[Work order] Every line of the data that includes "scale" should be copied out.

Content starts

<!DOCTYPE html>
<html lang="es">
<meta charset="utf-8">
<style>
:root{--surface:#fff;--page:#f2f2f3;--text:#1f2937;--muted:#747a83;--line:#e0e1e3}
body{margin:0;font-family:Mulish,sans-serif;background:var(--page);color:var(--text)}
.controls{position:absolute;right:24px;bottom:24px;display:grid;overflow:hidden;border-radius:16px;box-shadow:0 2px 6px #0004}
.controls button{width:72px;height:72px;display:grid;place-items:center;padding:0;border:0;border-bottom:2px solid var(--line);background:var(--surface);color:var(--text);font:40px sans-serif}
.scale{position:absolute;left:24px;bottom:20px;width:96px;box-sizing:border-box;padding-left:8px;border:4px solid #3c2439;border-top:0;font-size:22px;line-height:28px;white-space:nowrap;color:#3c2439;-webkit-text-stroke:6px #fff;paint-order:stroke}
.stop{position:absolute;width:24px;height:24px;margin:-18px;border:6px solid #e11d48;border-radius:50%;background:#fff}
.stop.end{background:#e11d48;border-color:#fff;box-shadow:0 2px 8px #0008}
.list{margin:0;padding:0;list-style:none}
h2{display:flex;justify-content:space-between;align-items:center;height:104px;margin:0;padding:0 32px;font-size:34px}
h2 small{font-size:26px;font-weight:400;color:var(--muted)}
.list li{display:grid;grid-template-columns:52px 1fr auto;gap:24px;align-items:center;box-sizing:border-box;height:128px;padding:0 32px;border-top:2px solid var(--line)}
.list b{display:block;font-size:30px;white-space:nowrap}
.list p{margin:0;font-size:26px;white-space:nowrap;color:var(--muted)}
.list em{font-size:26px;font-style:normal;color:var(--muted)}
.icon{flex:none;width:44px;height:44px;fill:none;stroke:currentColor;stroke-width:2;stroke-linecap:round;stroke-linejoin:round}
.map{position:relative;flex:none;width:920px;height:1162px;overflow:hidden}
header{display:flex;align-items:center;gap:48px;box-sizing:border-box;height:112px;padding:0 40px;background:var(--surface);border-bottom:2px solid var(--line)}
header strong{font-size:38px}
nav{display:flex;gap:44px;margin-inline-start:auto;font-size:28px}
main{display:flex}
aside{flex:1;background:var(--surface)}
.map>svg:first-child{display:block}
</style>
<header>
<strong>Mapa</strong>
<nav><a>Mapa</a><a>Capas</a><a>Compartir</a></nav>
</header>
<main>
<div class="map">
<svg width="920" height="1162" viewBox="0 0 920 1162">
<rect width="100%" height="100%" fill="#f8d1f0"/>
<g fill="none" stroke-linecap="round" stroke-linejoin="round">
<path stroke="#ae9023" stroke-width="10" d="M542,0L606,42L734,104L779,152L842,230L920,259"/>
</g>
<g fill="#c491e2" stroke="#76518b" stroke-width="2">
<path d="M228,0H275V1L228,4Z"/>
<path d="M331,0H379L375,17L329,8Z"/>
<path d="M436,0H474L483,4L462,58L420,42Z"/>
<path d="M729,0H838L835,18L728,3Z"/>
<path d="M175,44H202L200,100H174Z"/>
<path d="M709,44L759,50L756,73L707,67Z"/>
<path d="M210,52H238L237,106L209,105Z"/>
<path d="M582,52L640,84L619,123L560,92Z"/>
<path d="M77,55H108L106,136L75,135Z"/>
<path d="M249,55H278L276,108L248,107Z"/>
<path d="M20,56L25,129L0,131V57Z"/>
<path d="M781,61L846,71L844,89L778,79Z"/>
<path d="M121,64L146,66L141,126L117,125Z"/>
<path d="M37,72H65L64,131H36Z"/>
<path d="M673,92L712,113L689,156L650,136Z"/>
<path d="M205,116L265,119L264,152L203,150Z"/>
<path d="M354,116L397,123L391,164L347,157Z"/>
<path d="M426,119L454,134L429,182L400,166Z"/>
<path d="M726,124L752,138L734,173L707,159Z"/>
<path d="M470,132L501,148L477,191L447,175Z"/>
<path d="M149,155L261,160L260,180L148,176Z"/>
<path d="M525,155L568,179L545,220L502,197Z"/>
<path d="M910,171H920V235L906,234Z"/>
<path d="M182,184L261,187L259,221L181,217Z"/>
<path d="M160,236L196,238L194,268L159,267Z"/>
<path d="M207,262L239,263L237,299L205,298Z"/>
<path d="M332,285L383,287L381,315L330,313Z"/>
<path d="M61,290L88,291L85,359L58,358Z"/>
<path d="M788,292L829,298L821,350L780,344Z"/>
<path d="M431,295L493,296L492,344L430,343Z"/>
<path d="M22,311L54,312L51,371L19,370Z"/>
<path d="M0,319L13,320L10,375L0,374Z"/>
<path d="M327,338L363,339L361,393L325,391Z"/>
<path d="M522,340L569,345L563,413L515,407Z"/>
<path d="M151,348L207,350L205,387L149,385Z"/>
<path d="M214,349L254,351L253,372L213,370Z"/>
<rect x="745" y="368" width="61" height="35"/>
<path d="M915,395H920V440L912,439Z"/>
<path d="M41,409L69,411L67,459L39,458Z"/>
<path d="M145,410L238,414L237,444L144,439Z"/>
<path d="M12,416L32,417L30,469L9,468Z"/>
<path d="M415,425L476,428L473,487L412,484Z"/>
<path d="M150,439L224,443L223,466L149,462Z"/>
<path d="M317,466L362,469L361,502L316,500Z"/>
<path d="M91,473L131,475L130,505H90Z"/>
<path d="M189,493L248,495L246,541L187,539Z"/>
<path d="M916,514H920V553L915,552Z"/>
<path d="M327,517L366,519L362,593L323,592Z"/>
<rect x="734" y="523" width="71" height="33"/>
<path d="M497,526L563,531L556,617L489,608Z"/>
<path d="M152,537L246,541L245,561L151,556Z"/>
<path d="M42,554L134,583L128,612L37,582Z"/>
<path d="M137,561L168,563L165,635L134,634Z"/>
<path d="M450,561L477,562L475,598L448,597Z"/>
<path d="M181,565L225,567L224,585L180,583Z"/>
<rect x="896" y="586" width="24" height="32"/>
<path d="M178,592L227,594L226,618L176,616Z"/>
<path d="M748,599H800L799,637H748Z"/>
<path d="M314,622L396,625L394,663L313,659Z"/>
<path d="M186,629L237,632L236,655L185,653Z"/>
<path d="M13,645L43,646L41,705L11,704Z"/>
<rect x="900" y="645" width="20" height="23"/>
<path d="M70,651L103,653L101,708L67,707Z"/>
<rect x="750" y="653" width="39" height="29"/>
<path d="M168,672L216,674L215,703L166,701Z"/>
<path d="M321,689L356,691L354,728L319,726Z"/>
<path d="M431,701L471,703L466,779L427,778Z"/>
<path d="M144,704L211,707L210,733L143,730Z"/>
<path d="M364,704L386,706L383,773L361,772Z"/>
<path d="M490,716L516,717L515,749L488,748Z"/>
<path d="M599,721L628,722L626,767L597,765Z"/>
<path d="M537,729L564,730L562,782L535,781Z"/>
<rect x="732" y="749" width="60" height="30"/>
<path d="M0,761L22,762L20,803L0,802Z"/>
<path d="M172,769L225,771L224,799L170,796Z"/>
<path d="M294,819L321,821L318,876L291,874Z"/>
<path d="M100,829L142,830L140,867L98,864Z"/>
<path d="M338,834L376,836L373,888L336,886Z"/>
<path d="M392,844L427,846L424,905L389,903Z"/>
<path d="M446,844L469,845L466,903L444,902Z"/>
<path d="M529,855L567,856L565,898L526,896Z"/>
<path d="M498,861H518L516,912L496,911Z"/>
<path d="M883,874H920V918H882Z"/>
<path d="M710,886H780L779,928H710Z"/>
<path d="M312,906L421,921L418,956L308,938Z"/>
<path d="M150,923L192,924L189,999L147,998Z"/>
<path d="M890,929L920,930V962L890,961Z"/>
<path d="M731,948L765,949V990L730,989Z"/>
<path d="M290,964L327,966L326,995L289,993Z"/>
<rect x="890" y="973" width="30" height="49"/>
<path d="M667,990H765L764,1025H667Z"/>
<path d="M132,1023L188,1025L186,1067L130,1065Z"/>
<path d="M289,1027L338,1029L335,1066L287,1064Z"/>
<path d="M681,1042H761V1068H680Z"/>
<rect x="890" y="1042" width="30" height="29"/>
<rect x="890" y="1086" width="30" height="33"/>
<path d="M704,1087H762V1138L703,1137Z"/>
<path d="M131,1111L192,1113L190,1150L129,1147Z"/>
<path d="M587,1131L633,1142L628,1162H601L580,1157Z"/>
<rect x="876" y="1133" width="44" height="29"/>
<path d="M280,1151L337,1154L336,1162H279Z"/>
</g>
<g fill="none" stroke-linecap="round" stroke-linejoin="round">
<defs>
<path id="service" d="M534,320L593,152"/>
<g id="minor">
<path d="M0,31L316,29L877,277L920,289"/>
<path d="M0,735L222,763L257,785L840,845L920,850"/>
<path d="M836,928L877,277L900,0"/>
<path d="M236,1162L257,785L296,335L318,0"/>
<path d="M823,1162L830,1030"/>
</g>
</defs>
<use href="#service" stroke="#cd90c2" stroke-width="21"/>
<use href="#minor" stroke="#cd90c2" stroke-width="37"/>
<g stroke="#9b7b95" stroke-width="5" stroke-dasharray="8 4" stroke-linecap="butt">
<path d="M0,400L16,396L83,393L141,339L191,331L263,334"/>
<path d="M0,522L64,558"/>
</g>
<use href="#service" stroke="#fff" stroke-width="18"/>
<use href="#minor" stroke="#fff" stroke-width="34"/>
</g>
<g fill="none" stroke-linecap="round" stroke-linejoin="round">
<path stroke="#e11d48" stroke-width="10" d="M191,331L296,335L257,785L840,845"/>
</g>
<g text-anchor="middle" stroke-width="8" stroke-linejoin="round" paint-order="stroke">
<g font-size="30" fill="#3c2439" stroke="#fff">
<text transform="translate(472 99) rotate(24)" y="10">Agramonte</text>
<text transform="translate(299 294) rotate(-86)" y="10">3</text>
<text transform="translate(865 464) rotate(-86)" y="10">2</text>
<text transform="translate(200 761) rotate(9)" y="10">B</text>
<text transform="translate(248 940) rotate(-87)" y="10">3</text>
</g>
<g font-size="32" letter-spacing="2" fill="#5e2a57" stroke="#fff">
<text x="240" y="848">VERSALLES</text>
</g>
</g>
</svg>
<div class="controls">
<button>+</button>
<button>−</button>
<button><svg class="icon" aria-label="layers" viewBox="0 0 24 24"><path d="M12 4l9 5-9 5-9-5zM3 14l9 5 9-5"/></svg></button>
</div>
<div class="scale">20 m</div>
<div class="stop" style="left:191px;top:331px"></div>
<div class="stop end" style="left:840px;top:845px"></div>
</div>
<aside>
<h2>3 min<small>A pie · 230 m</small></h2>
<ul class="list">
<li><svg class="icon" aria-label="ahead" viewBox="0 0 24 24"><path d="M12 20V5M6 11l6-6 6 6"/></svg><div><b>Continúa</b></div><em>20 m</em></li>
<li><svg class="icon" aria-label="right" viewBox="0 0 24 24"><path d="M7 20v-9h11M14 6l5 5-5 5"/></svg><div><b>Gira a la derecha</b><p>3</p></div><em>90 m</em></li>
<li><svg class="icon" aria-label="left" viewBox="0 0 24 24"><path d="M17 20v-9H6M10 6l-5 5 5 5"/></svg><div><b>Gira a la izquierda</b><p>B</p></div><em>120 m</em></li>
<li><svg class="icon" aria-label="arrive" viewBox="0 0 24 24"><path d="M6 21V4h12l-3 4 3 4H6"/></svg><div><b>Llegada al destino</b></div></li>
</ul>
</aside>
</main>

Content ends

[Answer to this exercise]
.scale{position:absolute;left:24px;bottom:20px;width:96px;box-sizing:border-box;padding-left:8px;border:4px solid #3c2439;border-top:0;font-size:22px;line-height:28px;white-space:nowrap;color:#3c2439;-webkit-text-stroke:6px #fff;paint-order:stroke}
<div class="scale">20 m</div>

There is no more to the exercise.